Duele. El fin de una relación intensa siempre es difícil para ambas partes y más aún cuando aquel idilio romántico fue el primer gran amor.

Sin embargo, dos investigaciones señalan que, a diferencia de lo que algunos podrían creer, no son las mujeres las que más sufren luego de romper.

Un estudio desarrollado por la Universidad College London, realizó un seguimiento a 2,000 hombres y mujeres divorciados años después de que se habían separado.

La investigación concluyó que los hombres no suelen superar adecuadamente sus relaciones más significativas.

Si bien es cierto que las mujeres suelen ser las más afectadas cuando finaliza una relación, son capaces de superarlo con el tiempo.

El estudio, por ejemplo, encontró que se volvían más extrovertidas tras el divorcio, mientras que ellos se convertían en personas más inestables emocionalmente.

Estar enamorado es como estar borracho.

Lo dice la ciencia a partir de los resultados de una investigación realizada por la Universidad de Birmingham, publicada en Neuroscience Biobehavioral Reviews.

La resaca es una de las experiencias más crueles de este mundo, y así como hay cruda luego de beber alcohol, también la hay tras una ruptura amorosa.

Sin embargo, la creencia de que sólo las mujeres sufren por amor tampoco es del todo cierta.

Las siguientes ilustraciones nos demuestran y nos recuerdan el subibaja en el que se convierte la vida de los chicos días después de terminar con alguien.

Todo pierde sentido, las cosas que antes te llenaban de felicidad ahora apenas te parecen atractivas.

Los minutos se convierten en horas, las horas en días y los días en pausas insufribles.

De pronto te das cuenta de que no sólo pierdes a una novia, también pierdes a la amiga con la que reías hasta que te dolía el estómago, misma con la que podías ser auténtico y con la que no necesitabas filtros.

Las cosas ahora parecen menos divertidas.

Quizá ella ya esté con alguien más, piensas.

Entonces intentas volver al ruedo y decides salir con alguien más, pero alguien más no es ella.

Agradeces las motivaciones de tus amigos para “recuperarte” y “ponerte en forma”.

Lo harías si no fuera por el enorme peso que sientes en cada parte del cuerpo y la tristeza que imposibilita tu movimiento.

Ese peso es el recuerdo de ella, son las memorias que no te dejan en paz un solo minuto.

Lo vuelves a intentar… ¿cómo te darías por vencido tan fácilmente?

Piensas que es momento de dejar todo a un lado, de volver a comenzar, de encontrar nuevos horizontes.

Te decides y sales a buscar tu felicidad, pero –inconscientemente– sólo intentas encontrarla a ella.

Aunque lo evitas los recuerdos te alcanzan, parecen tener voz propia.

Te es imposible ver, escuchar y hacer cualquier cosa sin recordarla a ella.
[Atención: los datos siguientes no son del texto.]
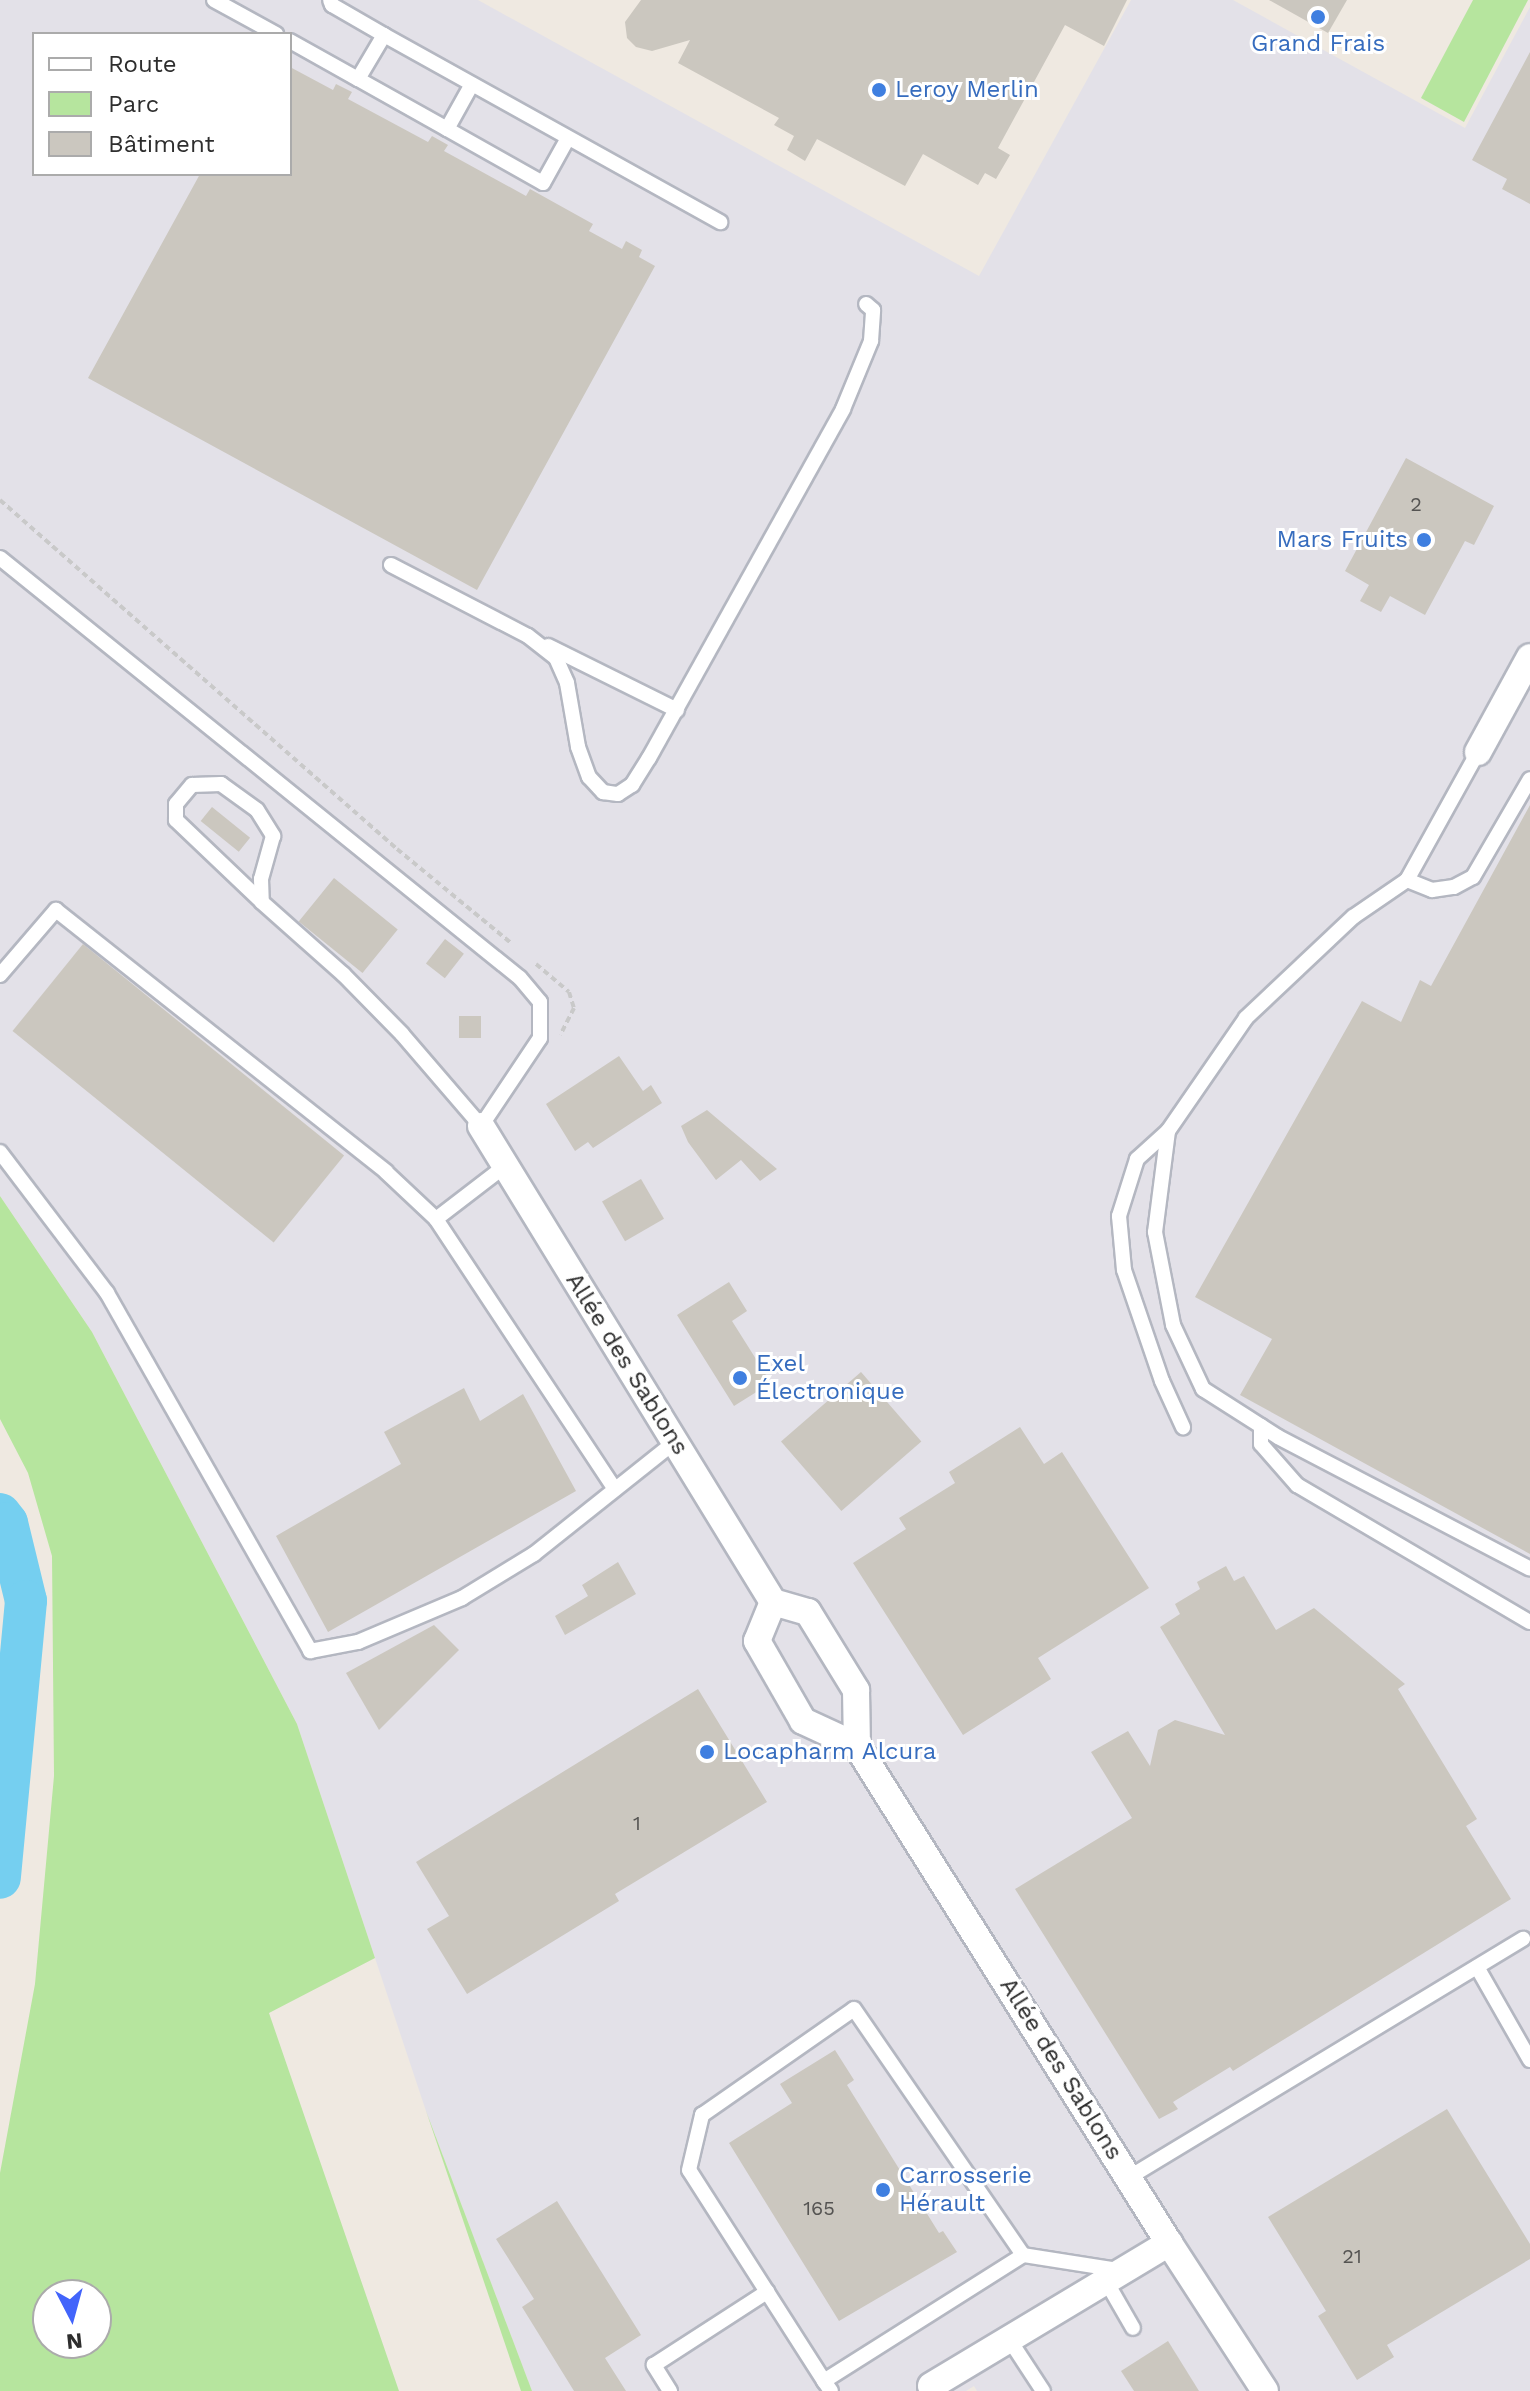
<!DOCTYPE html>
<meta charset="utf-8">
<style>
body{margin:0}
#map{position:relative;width:1530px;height:2391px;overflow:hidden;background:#efe9e1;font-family:"Work Sans",sans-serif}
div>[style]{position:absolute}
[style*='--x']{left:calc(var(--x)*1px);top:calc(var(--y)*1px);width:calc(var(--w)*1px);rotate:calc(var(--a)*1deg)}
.industrial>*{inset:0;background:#e3e1e8}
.green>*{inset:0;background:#b6e59e}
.river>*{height:42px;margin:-21px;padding:0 21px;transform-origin:21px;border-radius:21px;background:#75cff0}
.building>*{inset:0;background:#cbc7bf;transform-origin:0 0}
.path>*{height:4px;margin-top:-2px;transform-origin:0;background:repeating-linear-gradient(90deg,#c9c9c9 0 6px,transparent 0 10px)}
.roads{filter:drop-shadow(2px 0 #b4b7c1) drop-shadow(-2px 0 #b4b7c1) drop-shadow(0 2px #b4b7c1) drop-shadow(0 -2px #b4b7c1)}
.lane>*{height:14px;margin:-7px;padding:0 7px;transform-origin:7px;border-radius:7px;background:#fff}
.street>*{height:26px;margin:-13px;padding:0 13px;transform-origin:13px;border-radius:13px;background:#fff}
.dots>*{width:22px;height:22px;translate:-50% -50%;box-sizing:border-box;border:4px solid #fff;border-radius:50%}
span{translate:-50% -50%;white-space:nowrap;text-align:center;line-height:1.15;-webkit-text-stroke:6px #fff;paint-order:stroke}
.number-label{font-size:20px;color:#555452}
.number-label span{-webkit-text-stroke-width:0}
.shop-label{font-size:24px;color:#366cbe}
.left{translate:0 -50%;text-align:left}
.right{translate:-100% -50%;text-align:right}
.street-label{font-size:24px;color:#2e2e2e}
.legend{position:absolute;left:32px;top:32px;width:260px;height:144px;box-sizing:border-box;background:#fff;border:2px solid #ababab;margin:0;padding:10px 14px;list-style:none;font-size:24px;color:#2e2e2e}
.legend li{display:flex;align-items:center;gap:16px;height:40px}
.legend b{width:40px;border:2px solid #ababab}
.north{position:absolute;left:32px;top:2279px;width:80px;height:80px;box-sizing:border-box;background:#fff;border:2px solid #ababab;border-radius:50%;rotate:174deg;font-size:22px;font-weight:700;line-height:32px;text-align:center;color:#2e2e2e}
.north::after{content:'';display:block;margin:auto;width:28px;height:36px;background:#4264fb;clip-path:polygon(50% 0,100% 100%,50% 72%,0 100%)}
</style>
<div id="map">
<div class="industrial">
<div style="clip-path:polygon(evenodd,0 0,478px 0,979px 276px,1131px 0,1233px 0,1465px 128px,1530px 7px,1530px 2391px,977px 2391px,974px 2386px,966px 2391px,532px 2391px,426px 2111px,297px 1724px,92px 1332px,0 1196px,0 0,34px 34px,290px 34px,290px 174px,34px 174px,34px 34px)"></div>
</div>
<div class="green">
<div style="clip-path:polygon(1473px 0,1528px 0,1464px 122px,1421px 98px)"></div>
<div style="clip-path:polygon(evenodd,0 1196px,92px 1332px,297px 1724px,375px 1958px,269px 2013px,399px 2391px,0 2391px,0 2173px,35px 1984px,54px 1776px,52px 1556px,28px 1473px,0 1419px,0 1196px,48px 2295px,96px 2295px,96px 2343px,48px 2343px,48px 2295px)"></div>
<div style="clip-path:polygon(426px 2111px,532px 2391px,521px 2391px)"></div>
</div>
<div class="river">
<div style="--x:0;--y:1514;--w:11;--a:52"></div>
<div style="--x:7;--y:1523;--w:80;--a:76.3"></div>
<div style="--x:26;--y:1601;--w:278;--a:95.4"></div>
</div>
<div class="building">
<div style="clip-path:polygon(641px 0,1127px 0,1104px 46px,1065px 25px,998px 148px,1010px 155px,996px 179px,985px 173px,978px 185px,923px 154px,905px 186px,817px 139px,805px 161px,787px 150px,794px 136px,774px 125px,779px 118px,678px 63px,690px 40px,652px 51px,636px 47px,627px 38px,625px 22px)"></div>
<div style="clip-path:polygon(1269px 0,1347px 0,1328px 33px)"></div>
<div style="clip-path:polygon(1530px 52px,1530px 204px,1502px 189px,1507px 179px,1472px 160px)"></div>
<div style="clip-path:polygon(290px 67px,333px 90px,336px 84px,352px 92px,348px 99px,428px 142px,432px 136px,448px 145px,444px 151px,526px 196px,530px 189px,593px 224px,589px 231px,622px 249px,626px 241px,642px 250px,639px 257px,655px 266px,477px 590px,88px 378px,200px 174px,290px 174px)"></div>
<div style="clip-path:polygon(1406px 458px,1494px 506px,1474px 545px,1465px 541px,1425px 615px,1390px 596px,1381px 612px,1360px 601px,1369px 585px,1345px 571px)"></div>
<div style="clip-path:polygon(1530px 805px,1530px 1554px,1240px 1395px,1272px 1339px,1195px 1297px,1362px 1001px,1401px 1022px,1420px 980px,1431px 986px)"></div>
<div style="left:212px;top:807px;width:49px;height:18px;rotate:39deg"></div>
<div style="left:334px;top:878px;width:82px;height:56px;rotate:39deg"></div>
<div style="left:445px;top:939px;width:24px;height:31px;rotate:38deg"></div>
<div style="left:83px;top:944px;width:336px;height:112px;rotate:39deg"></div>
<div style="left:459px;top:1016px;width:22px;height:22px"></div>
<div style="clip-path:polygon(619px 1056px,643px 1091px,651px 1085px,662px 1103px,593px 1148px,588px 1142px,575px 1151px,546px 1104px)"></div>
<div style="clip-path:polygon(707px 1110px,720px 1121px,777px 1169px,760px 1181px,741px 1160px,716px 1180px,688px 1142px,681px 1126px)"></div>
<div style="left:641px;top:1179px;width:46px;height:45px;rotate:60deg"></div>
<div style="clip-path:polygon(729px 1282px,747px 1311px,732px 1321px,771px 1383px,734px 1406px,677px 1315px)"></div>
<div style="left:861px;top:1372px;width:92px;height:106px;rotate:49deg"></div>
<div style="clip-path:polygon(464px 1388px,480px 1421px,523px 1394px,576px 1491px,328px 1632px,276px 1536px,401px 1464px,384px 1432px)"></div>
<div style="clip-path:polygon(1020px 1427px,1044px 1464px,1062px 1452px,1149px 1588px,1038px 1658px,1051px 1679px,963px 1735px,853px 1563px,906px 1529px,899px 1518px,955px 1483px,949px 1472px)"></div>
<div style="clip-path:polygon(618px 1562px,636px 1594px,565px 1635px,555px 1616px,588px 1596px,582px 1585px)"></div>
<div style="clip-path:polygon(1226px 1566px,1234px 1581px,1244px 1576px,1276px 1630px,1314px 1608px,1405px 1684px,1398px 1689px,1477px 1819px,1466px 1826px,1511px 1899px,1233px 2071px,1230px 2067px,1173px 2102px,1178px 2109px,1159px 2119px,1015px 1889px,1132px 1818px,1091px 1752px,1128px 1731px,1150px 1766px,1158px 1730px,1175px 1720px,1225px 1735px,1160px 1627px,1180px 1614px,1175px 1604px,1200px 1589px,1197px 1582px)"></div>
<div style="clip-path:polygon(434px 1625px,459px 1650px,379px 1730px,346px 1673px)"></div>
<div style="clip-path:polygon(698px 1689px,767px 1802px,615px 1894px,619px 1901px,467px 1994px,427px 1929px,449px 1916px,416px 1862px)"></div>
<div style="clip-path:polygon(835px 2050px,854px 2080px,847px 2085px,939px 2233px,943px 2231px,957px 2252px,839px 2321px,729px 2143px,792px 2103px,780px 2084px)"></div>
<div style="clip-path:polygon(1447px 2109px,1530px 2244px,1530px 2259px,1387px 2345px,1394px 2357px,1357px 2380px,1318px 2316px,1326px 2311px,1268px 2217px)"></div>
<div style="clip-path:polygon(557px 2201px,641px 2335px,605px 2358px,626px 2391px,574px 2391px,522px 2307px,534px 2299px,496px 2239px)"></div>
<div style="clip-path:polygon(1168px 2341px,1199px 2391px,1134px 2391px,1121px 2371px)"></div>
</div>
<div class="path">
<div style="--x:0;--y:500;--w:529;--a:41.32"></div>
<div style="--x:397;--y:849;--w:148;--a:39.5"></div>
<div style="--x:536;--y:964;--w:43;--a:40.3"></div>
<div style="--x:569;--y:992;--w:17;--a:73"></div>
<div style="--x:574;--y:1008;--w:30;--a:117"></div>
</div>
<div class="roads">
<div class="lane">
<div style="--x:214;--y:0;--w:71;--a:28.7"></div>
<div style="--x:384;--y:35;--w:385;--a:29.1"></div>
<div style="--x:290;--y:41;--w:78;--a:29.2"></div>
<div style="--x:358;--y:79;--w:51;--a:-59.4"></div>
<div style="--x:384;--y:35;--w:60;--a:-150"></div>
<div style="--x:332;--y:5;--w:5;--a:-112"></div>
<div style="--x:358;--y:79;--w:102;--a:29.3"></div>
<div style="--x:447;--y:129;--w:51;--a:-60.9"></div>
<div style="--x:447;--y:129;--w:110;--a:29.4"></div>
<div style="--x:543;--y:183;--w:51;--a:-60.9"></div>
<div style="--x:0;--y:558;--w:668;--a:38.93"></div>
<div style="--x:520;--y:978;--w:31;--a:50"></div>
<div style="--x:540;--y:1002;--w:36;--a:90"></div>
<div style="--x:540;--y:1038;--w:106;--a:123.8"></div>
<div style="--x:481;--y:1126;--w:121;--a:-130.7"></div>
<div style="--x:402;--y:1034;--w:84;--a:-134.5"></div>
<div style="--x:343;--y:974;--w:108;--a:-138.4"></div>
<div style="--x:262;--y:902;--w:119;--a:-136.4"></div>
<div style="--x:176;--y:820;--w:16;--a:-90"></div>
<div style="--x:176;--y:804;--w:25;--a:-50"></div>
<div style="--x:192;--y:785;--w:29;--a:-2"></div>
<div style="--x:221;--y:784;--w:44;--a:35.8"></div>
<div style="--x:257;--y:810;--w:31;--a:58"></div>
<div style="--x:273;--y:836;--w:45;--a:105.6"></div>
<div style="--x:261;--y:879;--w:23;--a:88"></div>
<div style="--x:391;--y:565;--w:154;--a:27.4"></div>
<div style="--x:528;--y:636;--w:36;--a:38"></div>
<div style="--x:556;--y:658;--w:27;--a:66"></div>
<div style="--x:567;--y:683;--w:65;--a:80.2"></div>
<div style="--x:578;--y:747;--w:32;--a:70"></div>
<div style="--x:589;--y:777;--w:21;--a:47"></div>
<div style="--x:603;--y:792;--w:15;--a:8"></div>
<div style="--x:618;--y:794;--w:17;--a:-33"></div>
<div style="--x:632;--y:785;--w:32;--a:-58"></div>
<div style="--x:649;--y:758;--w:399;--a:-60.9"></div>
<div style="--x:843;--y:409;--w:74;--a:-67.6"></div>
<div style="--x:871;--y:341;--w:31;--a:-86"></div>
<div style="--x:873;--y:310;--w:9;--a:-139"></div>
<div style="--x:548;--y:646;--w:144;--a:26.4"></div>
<div style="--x:1478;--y:752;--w:146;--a:119"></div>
<div style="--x:1407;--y:880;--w:65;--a:145.6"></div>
<div style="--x:1353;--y:917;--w:147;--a:136.7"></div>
<div style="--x:1246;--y:1018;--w:137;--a:124.6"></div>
<div style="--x:1168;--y:1131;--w:102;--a:97.3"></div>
<div style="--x:1155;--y:1232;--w:95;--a:79"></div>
<div style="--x:1173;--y:1325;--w:71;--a:64.9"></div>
<div style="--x:1203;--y:1389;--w:89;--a:32.6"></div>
<div style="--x:1278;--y:1437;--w:284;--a:27.6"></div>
<div style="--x:1407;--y:880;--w:27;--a:22"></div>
<div style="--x:1432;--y:890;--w:22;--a:-8"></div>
<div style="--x:1454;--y:887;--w:21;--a:-28"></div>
<div style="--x:1473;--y:877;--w:113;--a:-59.8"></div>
<div style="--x:0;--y:975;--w:86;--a:-49.3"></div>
<div style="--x:56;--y:910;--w:421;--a:38.4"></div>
<div style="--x:386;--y:1172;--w:69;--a:43.2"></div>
<div style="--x:436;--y:1219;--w:87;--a:-37.5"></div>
<div style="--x:1168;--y:1131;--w:42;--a:137.9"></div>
<div style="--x:1137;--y:1159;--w:60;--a:107.5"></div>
<div style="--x:1119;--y:1216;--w:54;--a:84.7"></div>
<div style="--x:1124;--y:1270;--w:117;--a:71.1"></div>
<div style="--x:1162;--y:1381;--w:51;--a:65.5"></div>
<div style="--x:0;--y:1152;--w:177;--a:52.8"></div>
<div style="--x:107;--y:1293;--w:412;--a:60.4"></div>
<div style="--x:310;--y:1651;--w:49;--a:-10.6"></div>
<div style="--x:358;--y:1642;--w:113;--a:-22.9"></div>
<div style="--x:462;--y:1598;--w:84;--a:-31.4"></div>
<div style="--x:534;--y:1554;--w:180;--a:-38.5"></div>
<div style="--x:436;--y:1219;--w:324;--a:56.5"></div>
<div style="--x:1261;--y:1426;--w:18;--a:90"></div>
<div style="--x:1261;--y:1444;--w:55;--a:48.7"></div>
<div style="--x:1297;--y:1485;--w:270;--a:30.5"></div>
<div style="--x:1477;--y:1967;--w:107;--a:60.3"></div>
<div style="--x:1128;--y:2178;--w:462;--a:-31.2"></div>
<div style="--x:1106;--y:2281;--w:54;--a:60.1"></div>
<div style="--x:1009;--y:2339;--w:62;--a:56.8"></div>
<div style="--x:824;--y:2381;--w:250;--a:-122.6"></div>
<div style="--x:689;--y:2170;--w:57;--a:-76.7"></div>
<div style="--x:702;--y:2115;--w:185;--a:-34.9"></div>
<div style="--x:854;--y:2009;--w:298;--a:55.5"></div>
<div style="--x:670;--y:2391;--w:31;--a:-122"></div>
<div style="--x:654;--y:2365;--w:135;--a:-32.9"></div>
<div style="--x:831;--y:2391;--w:12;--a:-125"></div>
<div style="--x:824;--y:2381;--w:236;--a:-32.3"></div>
<div style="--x:1023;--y:2255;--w:97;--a:8.9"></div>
</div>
<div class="street">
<div style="--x:1478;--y:752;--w:108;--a:-61.3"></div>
<div style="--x:481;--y:1126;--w:558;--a:58.47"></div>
<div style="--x:773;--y:1602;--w:36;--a:16"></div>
<div style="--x:808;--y:1612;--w:92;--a:58.4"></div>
<div style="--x:856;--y:1690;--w:56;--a:89"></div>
<div style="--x:857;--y:1746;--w:587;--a:57.88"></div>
<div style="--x:1169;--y:2243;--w:176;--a:57"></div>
<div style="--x:773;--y:1602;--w:42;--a:112.3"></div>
<div style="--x:757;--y:1641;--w:92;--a:60.1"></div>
<div style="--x:803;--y:1721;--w:60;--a:24.8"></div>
<div style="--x:931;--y:2386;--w:278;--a:-31"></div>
</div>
</div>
<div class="dots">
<div style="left:1318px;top:17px;background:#3f7fe0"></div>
<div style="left:879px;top:90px;background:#3f7fe0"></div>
<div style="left:1424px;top:540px;background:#3f7fe0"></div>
<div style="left:740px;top:1378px;background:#3f7fe0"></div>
<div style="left:707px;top:1752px;background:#3f7fe0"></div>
<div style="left:883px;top:2190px;background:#3f7fe0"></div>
</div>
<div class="number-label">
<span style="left:1416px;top:504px">2</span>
<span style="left:637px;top:1823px">1</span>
<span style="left:819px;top:2208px">165</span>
<span style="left:1352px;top:2256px">21</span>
</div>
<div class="shop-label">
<span style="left:1318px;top:44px">Grand Frais</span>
<span class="left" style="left:895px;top:90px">Leroy Merlin</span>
<span class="right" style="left:1408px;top:540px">Mars Fruits</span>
<span class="left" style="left:756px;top:1378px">Exel<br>Électronique</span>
<span class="left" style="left:723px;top:1752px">Locapharm Alcura</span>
<span class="left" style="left:899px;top:2190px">Carrosserie<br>Hérault</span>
</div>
<div class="street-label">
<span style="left:627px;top:1364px;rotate:58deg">Allée des Sablons</span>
<span style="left:1061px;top:2069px;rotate:58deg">Allée des Sablons</span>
</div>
<ul class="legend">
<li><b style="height:10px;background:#fff"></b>Route</li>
<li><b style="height:22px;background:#b6e59e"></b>Parc</li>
<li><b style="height:22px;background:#cbc7bf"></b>Bâtiment</li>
</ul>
<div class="north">N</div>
</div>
Todos los objetos a tu alrededor parecen conspirar en tu contra para que nunca la olvides.

Eres pésimo cuando intentas engañarte a ti mismo. Aunque lo niegues, quieres que ese teléfono suene y que sea su nombre el que aparezca en tu pantalla.

Pero nada, para tu sorpresa, desde hace días no recibes un sólo emoji desde su teléfono, ningún mensaje de “buenos días”, mucho menos un “te extraño, muero por verte” o “regresa conmigo”.